What the task requires
Set down exactly, from the records below, the line with "if (halo) context.strokeText(text, 0, 0);" through the line with "[228,1428,306,1448]", and nothing else.

[Stored data entries]
┄┄┄┄┄┄┄┄┄┄

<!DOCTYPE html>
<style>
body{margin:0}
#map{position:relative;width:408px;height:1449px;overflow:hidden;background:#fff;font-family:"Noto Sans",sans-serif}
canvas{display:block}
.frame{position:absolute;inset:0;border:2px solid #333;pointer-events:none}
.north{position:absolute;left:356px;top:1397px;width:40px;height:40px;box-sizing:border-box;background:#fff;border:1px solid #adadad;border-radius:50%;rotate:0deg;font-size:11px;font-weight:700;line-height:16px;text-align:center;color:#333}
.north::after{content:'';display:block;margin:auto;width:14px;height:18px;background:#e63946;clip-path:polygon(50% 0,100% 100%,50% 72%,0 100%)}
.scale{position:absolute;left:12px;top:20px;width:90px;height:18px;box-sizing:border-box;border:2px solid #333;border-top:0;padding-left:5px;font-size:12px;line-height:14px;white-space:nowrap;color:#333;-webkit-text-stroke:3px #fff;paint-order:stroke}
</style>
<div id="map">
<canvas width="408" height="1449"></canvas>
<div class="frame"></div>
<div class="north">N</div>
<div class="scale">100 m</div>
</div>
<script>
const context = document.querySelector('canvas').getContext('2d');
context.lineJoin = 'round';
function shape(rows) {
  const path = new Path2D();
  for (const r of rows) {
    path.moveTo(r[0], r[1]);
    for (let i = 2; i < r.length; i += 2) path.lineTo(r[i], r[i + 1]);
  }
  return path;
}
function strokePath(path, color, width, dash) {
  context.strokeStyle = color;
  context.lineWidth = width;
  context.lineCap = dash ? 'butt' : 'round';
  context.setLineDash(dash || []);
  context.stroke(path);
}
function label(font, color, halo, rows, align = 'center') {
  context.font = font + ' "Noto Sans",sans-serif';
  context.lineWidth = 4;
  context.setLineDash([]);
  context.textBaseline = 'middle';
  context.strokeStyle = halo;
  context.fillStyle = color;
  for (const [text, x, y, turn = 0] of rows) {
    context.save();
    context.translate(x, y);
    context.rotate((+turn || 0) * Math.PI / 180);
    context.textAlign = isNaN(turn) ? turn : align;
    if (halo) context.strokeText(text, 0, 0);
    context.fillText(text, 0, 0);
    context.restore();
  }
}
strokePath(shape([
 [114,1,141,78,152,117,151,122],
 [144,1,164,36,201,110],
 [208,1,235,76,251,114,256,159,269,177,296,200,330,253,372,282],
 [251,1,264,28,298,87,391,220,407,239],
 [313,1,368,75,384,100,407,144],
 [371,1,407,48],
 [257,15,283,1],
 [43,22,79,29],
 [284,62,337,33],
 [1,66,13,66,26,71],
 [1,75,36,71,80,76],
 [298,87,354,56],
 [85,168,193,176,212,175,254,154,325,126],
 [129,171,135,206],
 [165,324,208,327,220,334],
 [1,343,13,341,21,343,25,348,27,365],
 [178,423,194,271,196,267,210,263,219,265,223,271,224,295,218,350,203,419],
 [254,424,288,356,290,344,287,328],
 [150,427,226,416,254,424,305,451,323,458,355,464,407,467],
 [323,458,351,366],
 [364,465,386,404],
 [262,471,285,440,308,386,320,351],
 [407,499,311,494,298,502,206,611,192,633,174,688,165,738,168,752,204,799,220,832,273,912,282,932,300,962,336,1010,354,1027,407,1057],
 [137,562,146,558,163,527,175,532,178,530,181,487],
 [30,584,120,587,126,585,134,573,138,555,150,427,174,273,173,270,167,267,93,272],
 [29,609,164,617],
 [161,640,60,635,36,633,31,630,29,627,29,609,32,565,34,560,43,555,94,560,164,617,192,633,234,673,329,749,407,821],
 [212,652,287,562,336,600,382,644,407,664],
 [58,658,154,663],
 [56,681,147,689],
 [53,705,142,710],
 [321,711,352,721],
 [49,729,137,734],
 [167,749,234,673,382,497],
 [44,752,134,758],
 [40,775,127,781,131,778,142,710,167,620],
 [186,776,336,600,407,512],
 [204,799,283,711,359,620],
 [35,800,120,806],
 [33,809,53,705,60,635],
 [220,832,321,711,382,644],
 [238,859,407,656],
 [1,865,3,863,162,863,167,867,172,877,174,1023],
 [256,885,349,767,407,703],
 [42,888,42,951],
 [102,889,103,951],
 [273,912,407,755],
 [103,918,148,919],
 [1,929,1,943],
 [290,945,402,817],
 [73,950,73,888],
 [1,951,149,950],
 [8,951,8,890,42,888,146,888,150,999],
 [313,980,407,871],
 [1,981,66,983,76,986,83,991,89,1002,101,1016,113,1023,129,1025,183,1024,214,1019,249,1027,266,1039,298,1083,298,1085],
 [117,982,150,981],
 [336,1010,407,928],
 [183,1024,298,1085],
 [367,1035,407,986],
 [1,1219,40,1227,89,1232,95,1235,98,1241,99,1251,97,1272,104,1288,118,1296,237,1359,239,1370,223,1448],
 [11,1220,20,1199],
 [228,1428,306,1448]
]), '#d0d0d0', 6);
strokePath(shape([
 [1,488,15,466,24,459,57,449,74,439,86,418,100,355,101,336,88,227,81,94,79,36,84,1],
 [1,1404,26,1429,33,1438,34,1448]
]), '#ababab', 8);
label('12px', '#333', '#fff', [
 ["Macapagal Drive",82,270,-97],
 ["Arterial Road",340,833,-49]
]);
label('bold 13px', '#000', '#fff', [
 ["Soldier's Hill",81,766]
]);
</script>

┄┄┄┄┄┄┄┄┄┄

Response for this exercise
    if (halo) context.strokeText(text, 0, 0);
    context.fillText(text, 0, 0);
    context.restore();
  }
}
strokePath(shape([
 [114,1,141,78,152,117,151,122],
 [144,1,164,36,201,110],
 [208,1,235,76,251,114,256,159,269,177,296,200,330,253,372,282],
 [251,1,264,28,298,87,391,220,407,239],
 [313,1,368,75,384,100,407,144],
 [371,1,407,48],
 [257,15,283,1],
 [43,22,79,29],
 [284,62,337,33],
 [1,66,13,66,26,71],
 [1,75,36,71,80,76],
 [298,87,354,56],
 [85,168,193,176,212,175,254,154,325,126],
 [129,171,135,206],
 [165,324,208,327,220,334],
 [1,343,13,341,21,343,25,348,27,365],
 [178,423,194,271,196,267,210,263,219,265,223,271,224,295,218,350,203,419],
 [254,424,288,356,290,344,287,328],
 [150,427,226,416,254,424,305,451,323,458,355,464,407,467],
 [323,458,351,366],
 [364,465,386,404],
 [262,471,285,440,308,386,320,351],
 [407,499,311,494,298,502,206,611,192,633,174,688,165,738,168,752,204,799,220,832,273,912,282,932,300,962,336,1010,354,1027,407,1057],
 [137,562,146,558,163,527,175,532,178,530,181,487],
 [30,584,120,587,126,585,134,573,138,555,150,427,174,273,173,270,167,267,93,272],
 [29,609,164,617],
 [161,640,60,635,36,633,31,630,29,627,29,609,32,565,34,560,43,555,94,560,164,617,192,633,234,673,329,749,407,821],
 [212,652,287,562,336,600,382,644,407,664],
 [58,658,154,663],
 [56,681,147,689],
 [53,705,142,710],
 [321,711,352,721],
 [49,729,137,734],
 [167,749,234,673,382,497],
 [44,752,134,758],
 [40,775,127,781,131,778,142,710,167,620],
 [186,776,336,600,407,512],
 [204,799,283,711,359,620],
 [35,800,120,806],
 [33,809,53,705,60,635],
 [220,832,321,711,382,644],
 [238,859,407,656],
 [1,865,3,863,162,863,167,867,172,877,174,1023],
 [256,885,349,767,407,703],
 [42,888,42,951],
 [102,889,103,951],
 [273,912,407,755],
 [103,918,148,919],
 [1,929,1,943],
 [290,945,402,817],
 [73,950,73,888],
 [1,951,149,950],
 [8,951,8,890,42,888,146,888,150,999],
 [313,980,407,871],
 [1,981,66,983,76,986,83,991,89,1002,101,1016,113,1023,129,1025,183,1024,214,1019,249,1027,266,1039,298,1083,298,1085],
 [117,982,150,981],
 [336,1010,407,928],
 [183,1024,298,1085],
 [367,1035,407,986],
 [1,1219,40,1227,89,1232,95,1235,98,1241,99,1251,97,1272,104,1288,118,1296,237,1359,239,1370,223,1448],
 [11,1220,20,1199],
 [228,1428,306,1448]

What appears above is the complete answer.